[Start of Attachment]
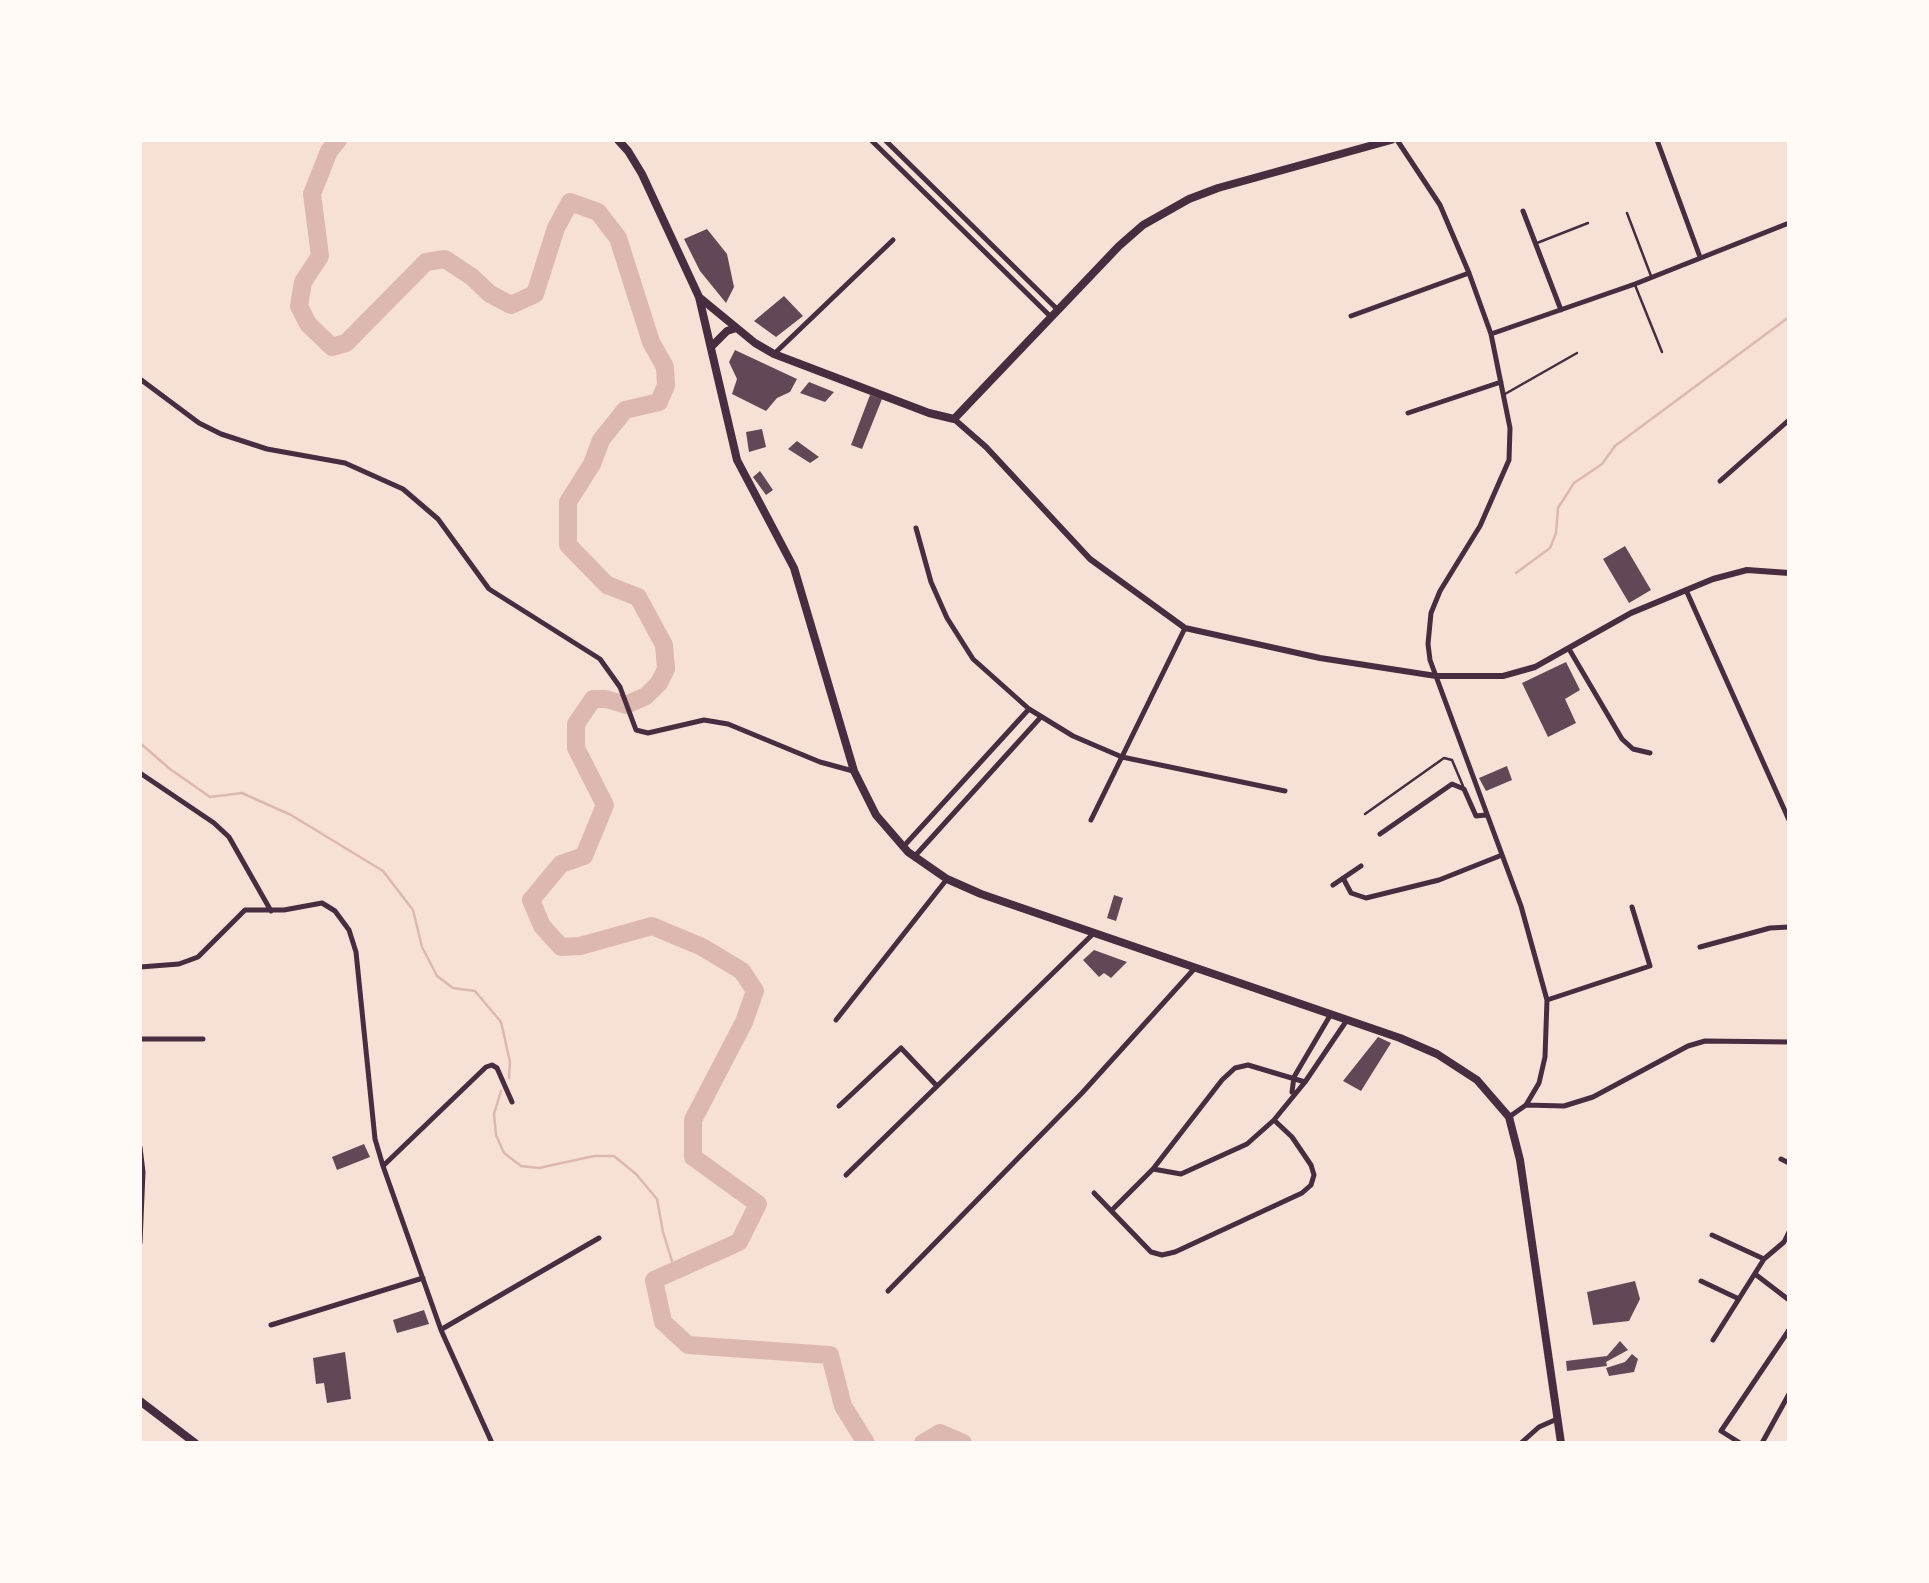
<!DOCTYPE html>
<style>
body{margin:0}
#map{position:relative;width:1929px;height:1583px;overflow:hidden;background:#f7e1d7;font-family:Rubik,sans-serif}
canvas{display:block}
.frame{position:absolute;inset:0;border:142px solid #fffaf5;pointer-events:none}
</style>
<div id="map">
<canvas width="1929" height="1583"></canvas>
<div class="frame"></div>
</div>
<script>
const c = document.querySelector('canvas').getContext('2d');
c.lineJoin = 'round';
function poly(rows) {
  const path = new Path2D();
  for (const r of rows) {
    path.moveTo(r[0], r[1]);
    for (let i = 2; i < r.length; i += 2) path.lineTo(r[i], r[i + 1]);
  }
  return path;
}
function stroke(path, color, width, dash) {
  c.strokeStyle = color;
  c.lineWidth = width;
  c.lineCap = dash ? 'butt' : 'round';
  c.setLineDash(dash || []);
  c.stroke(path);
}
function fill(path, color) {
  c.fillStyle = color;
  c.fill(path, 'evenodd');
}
stroke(poly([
 [1516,573,1550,548,1556,533,1558,508,1574,483,1602,464,1615,446,1789,317],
 [140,743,170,769,210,797,242,793,291,815,383,871,413,910,422,947,437,976,453,988,475,991,501,1022,510,1062,509,1078],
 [501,1091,494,1114,496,1135,504,1153,521,1166,539,1168,594,1156,614,1156,636,1174,657,1199,663,1232,675,1271]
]), '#dcb8b0', 2.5);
stroke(poly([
 [338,140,329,151,312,194,320,256,303,282,299,306,308,324,332,347,346,343,426,262,445,259,472,277,490,294,511,305,535,294,556,228,570,202,598,212,618,238,651,342,665,367,666,385,659,402,625,410,601,440,592,464,568,502,568,545,607,585,638,597,664,645,666,669,659,683,646,696,626,705,606,699,593,699,576,724,576,748,605,805,584,856,561,864,531,900,542,926,561,947,580,946,652,926,702,947,742,971,755,991,744,1022,693,1120,693,1157,758,1204,739,1242,654,1280,663,1322,688,1345,830,1355,843,1406,866,1443],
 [923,1443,940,1433,963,1443]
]), '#dcb8b0', 18);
fill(poly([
 [707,229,727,254,734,287,726,303,700,271,684,239],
 [784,296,803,316,776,337,754,321],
 [735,350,797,379,790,392,777,398,766,411,732,394,737,379,729,362],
 [809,382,834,392,825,402,800,393],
 [870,395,882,399,862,449,851,445],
 [762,429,766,447,749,452,746,432],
 [797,441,819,457,810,463,788,449],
 [760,471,773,490,766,495,753,477],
 [1625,546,1651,590,1629,603,1603,559],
 [1566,662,1580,690,1565,699,1576,723,1548,737,1522,683],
 [1507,766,1512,780,1486,791,1479,778],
 [1114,895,1123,898,1116,921,1107,918],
 [1094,950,1127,962,1111,978,1104,973,1099,977,1083,960],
 [1378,1037,1391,1043,1361,1091,1343,1081],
 [364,1144,370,1157,337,1170,332,1157],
 [1635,1281,1640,1299,1629,1321,1593,1325,1587,1292],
 [424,1310,429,1324,397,1333,393,1320],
 [1620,1341,1628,1350,1606,1362,1607,1366,1567,1371,1566,1361,1607,1356],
 [345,1352,351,1399,327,1403,324,1383,316,1384,313,1358],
 [1632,1354,1638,1359,1634,1372,1609,1376,1606,1368,1625,1362]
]), '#644757');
stroke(poly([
 [1627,213,1651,276],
 [1537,243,1588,223],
 [1635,285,1662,352],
 [1505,394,1577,353],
 [1365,814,1444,758,1452,760,1463,786]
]), '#4a2c40', 2.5);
stroke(poly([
 [871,140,1051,317],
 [885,140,1058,310],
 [1397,140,1440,205,1469,273,1491,334,1510,428,1509,460,1480,526,1440,591,1431,613,1428,644,1430,660,1521,906,1547,1000,1545,1057,1539,1083,1526,1105,1509,1117],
 [1657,140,1700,257],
 [1523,211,1561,310],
 [1351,316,1469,273],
 [1491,334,1635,284,1789,223],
 [774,354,893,240],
 [140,379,199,423,221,434,267,449,345,463,403,489,438,519,489,589,600,659,620,687,636,730,648,733,704,720,728,724,820,762,853,771],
 [1408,413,1501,382],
 [1720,481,1789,420],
 [916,528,931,582,947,618,973,659,1029,709,1073,736,1122,757,1285,791],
 [1686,590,1789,820],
 [1569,649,1622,739,1633,749,1650,753],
 [140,773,214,823,229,837,271,911],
 [1091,820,1185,628],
 [1380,834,1452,784,1464,789,1476,816,1486,815],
 [903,847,1029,709],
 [914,857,1040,718],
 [1343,878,1351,893,1366,898,1439,880,1502,855],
 [1333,885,1361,866],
 [1700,947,1770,928,1789,927],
 [140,967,179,964,198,957,245,910,284,910,322,903,335,911,349,930,356,952,375,1139,383,1166,441,1330,492,1443],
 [1547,1000,1650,966,1632,907],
 [836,1020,947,879],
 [140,1039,203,1039],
 [1292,1092,1294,1077,1331,1014],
 [1526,1105,1564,1106,1593,1097,1688,1046,1705,1041,1789,1042],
 [839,1106,901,1048,936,1085],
 [140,1147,143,1172,140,1243],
 [1781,1159,1789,1163],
 [383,1166,486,1067,492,1065,497,1068,512,1102],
 [1153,1169,1181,1174,1247,1144,1274,1120,1305,1082,1347,1020],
 [846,1175,1094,933],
 [1094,1193,1151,1252,1162,1255,1175,1252,1302,1193,1311,1185,1314,1175,1311,1165,1292,1137,1274,1120],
 [1112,1210,1153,1169,1222,1080,1235,1068,1248,1065,1305,1082],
 [1712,1235,1764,1259],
 [1755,1274,1789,1300],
 [1701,1281,1739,1299],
 [888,1291,1082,1093,1195,968],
 [271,1325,423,1278],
 [442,1329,599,1238],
 [1713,1340,1764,1259,1784,1242,1789,1232],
 [1521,1443,1539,1427,1557,1419],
 [1740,1443,1721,1431,1789,1330],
 [1762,1443,1789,1394]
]), '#4a2c40', 5);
stroke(poly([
 [954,419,986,447,1090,559,1185,628,1320,658,1436,676,1503,676,1535,667,1631,613,1713,579,1747,570,1789,573]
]), '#4a2c40', 6);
stroke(poly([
 [618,140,628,151,642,174,699,297,737,460,794,568,854,771,876,815,908,852,947,879,981,894,1400,1038,1437,1054,1477,1080,1509,1117,1520,1160,1561,1443],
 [699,297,755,343,774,354,929,413,954,419,1119,246,1143,225,1189,199,1218,188,1391,140],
 [713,345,727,331,736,328],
 [140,1401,195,1443]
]), '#4a2c40', 8);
</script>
[End of Attachment]
The reply should consist only of the lines from the top of the material above through the line with "function stroke(path, color, width, dash)", printed exactly, pictures omitted.

• _Solved problem_
<!DOCTYPE html>
<style>
body{margin:0}
#map{position:relative;width:1929px;height:1583px;overflow:hidden;background:#f7e1d7;font-family:Rubik,sans-serif}
canvas{display:block}
.frame{position:absolute;inset:0;border:142px solid #fffaf5;pointer-events:none}
</style>
<div id="map">
<canvas width="1929" height="1583"></canvas>
<div class="frame"></div>
</div>
<script>
const c = document.querySelector('canvas').getContext('2d');
c.lineJoin = 'round';
function poly(rows) {
  const path = new Path2D();
  for (const r of rows) {
    path.moveTo(r[0], r[1]);
    for (let i = 2; i < r.length; i += 2) path.lineTo(r[i], r[i + 1]);
  }
  return path;
}
function stroke(path, color, width, dash) {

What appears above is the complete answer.